## Supplied information
########
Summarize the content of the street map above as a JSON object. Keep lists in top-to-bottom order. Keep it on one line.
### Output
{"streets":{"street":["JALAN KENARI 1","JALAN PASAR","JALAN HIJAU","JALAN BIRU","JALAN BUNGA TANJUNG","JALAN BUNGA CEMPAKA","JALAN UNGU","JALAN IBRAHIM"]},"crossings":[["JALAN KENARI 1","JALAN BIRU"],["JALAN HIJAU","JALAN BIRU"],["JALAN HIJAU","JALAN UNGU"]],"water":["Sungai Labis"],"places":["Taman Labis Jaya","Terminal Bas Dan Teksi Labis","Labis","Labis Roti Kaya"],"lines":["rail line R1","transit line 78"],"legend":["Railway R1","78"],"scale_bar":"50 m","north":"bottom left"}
########
## Problem details
Type the material above out again, exactly.

## Worked solution
Summarize the content of the street map above as a JSON object. Keep lists in top-to-bottom order. Keep it on one line.
### Output
{"streets":{"street":["JALAN KENARI 1","JALAN PASAR","JALAN HIJAU","JALAN BIRU","JALAN BUNGA TANJUNG","JALAN BUNGA CEMPAKA","JALAN UNGU","JALAN IBRAHIM"]},"crossings":[["JALAN KENARI 1","JALAN BIRU"],["JALAN HIJAU","JALAN BIRU"],["JALAN HIJAU","JALAN UNGU"]],"water":["Sungai Labis"],"places":["Taman Labis Jaya","Terminal Bas Dan Teksi Labis","Labis","Labis Roti Kaya"],"lines":["rail line R1","transit line 78"],"legend":["Railway R1","78"],"scale_bar":"50 m","north":"bottom left"}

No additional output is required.